[Saved data entries]
....

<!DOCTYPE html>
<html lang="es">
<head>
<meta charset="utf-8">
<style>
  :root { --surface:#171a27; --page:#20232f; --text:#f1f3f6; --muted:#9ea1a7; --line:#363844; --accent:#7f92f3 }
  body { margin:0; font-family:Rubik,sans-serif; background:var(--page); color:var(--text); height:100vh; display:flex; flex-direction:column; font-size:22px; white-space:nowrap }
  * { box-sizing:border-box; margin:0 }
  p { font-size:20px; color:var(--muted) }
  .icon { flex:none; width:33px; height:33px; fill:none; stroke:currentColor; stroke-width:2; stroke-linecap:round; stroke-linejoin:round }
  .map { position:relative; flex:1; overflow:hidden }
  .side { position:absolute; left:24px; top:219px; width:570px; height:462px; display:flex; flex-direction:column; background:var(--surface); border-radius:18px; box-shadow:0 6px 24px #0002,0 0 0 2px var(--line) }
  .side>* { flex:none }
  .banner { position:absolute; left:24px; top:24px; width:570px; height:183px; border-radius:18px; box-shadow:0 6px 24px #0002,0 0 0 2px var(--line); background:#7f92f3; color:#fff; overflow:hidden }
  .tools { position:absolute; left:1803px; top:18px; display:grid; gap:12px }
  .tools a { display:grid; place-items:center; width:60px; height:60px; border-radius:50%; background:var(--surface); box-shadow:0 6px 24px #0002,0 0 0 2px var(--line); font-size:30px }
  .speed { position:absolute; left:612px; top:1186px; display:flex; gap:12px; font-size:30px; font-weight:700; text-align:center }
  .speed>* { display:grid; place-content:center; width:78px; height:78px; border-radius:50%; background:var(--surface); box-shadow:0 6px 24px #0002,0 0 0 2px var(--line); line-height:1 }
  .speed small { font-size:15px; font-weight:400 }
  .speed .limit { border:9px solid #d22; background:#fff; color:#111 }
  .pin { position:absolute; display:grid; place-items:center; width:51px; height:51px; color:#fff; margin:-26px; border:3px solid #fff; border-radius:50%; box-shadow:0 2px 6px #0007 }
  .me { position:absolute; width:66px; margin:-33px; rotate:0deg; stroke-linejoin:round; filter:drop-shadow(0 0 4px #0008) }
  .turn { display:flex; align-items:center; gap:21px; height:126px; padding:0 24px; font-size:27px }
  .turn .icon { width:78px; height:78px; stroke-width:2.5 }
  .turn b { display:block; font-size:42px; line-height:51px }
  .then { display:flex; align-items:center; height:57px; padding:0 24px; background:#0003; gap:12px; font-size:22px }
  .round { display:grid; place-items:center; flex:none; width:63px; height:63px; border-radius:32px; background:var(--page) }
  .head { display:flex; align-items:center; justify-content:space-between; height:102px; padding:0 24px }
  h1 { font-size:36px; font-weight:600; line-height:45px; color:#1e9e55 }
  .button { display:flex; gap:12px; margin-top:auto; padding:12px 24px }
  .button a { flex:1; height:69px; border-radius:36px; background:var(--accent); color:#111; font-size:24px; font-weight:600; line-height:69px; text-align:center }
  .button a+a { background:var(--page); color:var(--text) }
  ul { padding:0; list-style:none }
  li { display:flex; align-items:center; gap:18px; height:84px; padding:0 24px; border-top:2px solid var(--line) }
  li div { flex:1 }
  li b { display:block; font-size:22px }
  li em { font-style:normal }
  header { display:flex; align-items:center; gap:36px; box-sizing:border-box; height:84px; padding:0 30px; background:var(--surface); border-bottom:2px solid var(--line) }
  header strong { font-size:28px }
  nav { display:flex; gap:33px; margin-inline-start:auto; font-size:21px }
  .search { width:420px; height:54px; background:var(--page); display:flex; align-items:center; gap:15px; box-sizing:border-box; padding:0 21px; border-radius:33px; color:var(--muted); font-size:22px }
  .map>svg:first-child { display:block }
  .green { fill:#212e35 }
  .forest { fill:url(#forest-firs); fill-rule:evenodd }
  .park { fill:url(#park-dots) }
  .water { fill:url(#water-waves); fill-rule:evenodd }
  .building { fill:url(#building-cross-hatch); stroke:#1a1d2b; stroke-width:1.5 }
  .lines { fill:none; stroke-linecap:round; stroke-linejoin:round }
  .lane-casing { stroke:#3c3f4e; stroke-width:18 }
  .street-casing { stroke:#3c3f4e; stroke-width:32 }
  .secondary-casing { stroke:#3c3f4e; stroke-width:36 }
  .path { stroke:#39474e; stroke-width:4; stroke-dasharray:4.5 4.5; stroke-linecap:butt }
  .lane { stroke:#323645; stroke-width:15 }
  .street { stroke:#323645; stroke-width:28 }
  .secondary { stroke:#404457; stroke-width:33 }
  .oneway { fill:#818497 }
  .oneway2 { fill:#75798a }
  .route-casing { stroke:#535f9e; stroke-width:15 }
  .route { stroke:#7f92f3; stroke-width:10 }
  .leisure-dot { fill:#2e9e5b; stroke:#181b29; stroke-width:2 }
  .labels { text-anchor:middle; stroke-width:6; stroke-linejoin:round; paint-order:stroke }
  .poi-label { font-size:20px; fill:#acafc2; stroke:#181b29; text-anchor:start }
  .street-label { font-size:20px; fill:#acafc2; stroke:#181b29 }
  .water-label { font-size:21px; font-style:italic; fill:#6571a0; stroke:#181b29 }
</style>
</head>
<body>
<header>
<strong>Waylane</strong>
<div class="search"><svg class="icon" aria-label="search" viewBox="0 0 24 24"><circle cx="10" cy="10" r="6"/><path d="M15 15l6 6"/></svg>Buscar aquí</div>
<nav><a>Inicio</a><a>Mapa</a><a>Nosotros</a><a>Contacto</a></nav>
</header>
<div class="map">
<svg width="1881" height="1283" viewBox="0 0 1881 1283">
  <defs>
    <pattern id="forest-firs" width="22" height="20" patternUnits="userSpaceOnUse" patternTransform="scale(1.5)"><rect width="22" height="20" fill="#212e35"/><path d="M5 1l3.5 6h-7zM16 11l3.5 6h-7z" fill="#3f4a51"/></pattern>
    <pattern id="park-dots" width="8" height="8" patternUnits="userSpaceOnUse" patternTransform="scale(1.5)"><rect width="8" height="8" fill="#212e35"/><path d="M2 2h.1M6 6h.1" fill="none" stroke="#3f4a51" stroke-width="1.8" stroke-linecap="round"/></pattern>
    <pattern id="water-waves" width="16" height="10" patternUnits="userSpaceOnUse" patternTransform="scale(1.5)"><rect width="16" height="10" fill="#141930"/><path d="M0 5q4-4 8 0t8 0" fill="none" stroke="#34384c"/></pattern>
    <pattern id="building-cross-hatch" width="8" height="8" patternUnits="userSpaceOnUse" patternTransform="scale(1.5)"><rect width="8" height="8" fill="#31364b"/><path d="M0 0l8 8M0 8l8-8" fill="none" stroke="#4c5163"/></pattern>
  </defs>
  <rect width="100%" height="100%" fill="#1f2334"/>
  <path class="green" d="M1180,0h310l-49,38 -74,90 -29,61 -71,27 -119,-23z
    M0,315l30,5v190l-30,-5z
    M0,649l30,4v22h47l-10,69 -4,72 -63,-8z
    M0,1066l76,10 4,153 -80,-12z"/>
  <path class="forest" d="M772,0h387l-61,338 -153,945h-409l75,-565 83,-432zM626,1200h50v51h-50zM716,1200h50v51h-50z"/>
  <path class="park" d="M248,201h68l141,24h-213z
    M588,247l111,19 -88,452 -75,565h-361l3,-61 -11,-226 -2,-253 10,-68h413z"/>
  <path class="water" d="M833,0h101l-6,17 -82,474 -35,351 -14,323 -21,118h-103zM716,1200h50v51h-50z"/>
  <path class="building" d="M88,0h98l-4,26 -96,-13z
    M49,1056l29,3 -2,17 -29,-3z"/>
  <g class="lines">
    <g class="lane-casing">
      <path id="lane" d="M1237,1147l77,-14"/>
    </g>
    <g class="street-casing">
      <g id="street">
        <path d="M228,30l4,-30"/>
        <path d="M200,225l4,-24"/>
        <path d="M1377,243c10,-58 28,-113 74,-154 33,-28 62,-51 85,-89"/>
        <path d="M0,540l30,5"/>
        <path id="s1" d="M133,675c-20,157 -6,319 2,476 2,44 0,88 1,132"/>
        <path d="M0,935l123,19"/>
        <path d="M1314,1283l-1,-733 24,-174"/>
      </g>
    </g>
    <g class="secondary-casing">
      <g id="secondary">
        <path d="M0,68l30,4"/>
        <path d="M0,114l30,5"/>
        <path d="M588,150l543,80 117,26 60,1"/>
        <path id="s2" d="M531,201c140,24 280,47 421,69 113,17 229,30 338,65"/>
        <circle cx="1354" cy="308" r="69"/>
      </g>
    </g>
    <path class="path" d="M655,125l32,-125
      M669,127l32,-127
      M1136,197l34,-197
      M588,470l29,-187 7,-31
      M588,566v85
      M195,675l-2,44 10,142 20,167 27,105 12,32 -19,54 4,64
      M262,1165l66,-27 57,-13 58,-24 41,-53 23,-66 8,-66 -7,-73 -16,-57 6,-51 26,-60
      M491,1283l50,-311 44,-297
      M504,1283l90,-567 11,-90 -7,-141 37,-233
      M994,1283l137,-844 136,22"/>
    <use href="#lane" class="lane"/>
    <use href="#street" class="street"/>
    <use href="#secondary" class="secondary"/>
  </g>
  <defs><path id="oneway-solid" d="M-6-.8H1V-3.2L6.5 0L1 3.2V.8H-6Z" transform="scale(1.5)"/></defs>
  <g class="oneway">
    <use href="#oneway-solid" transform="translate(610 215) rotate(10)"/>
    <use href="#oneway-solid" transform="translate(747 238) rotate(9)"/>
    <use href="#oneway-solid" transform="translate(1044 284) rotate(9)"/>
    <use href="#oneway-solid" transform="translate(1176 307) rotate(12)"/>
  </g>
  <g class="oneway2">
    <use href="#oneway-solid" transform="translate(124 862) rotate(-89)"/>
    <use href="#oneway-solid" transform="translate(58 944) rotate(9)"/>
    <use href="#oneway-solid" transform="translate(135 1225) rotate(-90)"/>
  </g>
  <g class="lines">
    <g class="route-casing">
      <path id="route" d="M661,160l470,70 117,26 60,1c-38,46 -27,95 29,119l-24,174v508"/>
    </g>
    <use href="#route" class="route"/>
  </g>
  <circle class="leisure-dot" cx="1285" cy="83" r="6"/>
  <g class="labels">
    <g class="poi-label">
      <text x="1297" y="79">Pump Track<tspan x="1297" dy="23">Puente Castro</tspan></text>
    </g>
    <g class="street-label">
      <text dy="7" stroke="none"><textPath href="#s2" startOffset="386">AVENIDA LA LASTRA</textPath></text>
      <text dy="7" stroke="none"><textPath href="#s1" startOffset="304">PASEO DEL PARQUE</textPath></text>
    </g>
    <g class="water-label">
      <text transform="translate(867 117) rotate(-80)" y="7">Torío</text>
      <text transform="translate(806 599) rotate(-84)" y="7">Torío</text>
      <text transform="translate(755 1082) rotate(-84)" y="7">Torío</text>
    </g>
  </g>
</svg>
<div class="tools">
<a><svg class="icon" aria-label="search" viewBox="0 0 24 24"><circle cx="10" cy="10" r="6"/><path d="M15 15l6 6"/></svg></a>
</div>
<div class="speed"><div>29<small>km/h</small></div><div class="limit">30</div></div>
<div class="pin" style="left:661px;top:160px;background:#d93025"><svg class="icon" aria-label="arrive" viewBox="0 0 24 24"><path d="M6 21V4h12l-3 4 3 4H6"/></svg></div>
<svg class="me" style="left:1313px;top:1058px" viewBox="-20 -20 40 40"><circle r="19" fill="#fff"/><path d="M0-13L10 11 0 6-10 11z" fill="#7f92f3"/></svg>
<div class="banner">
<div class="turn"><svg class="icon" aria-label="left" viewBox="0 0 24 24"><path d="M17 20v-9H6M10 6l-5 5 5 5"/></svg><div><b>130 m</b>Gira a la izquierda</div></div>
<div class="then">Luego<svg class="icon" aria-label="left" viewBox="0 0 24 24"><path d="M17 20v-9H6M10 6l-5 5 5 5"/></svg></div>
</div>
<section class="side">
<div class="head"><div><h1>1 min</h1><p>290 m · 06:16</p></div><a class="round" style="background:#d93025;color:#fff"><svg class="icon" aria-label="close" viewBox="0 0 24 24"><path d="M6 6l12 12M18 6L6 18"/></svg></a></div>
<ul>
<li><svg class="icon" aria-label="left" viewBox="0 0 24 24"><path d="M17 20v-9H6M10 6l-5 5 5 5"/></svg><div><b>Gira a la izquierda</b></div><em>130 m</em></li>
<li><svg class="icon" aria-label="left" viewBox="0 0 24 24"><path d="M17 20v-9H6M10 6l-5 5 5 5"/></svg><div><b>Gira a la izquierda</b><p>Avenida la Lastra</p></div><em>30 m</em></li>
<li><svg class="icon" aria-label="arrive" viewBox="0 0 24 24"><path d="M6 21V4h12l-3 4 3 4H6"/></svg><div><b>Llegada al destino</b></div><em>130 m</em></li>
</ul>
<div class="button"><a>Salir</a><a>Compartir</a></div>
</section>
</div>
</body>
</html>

....

## About this exercise
Repeat exactly the lines from the first line of the records above through the line containing "--surface:#171a27; --page:#20232f; --text:#f1f3f6;", both included, and nothing else.

## Response box
<!DOCTYPE html>
<html lang="es">
<head>
<meta charset="utf-8">
<style>
  :root { --surface:#171a27; --page:#20232f; --text:#f1f3f6; --muted:#9ea1a7; --line:#363844; --accent:#7f92f3 }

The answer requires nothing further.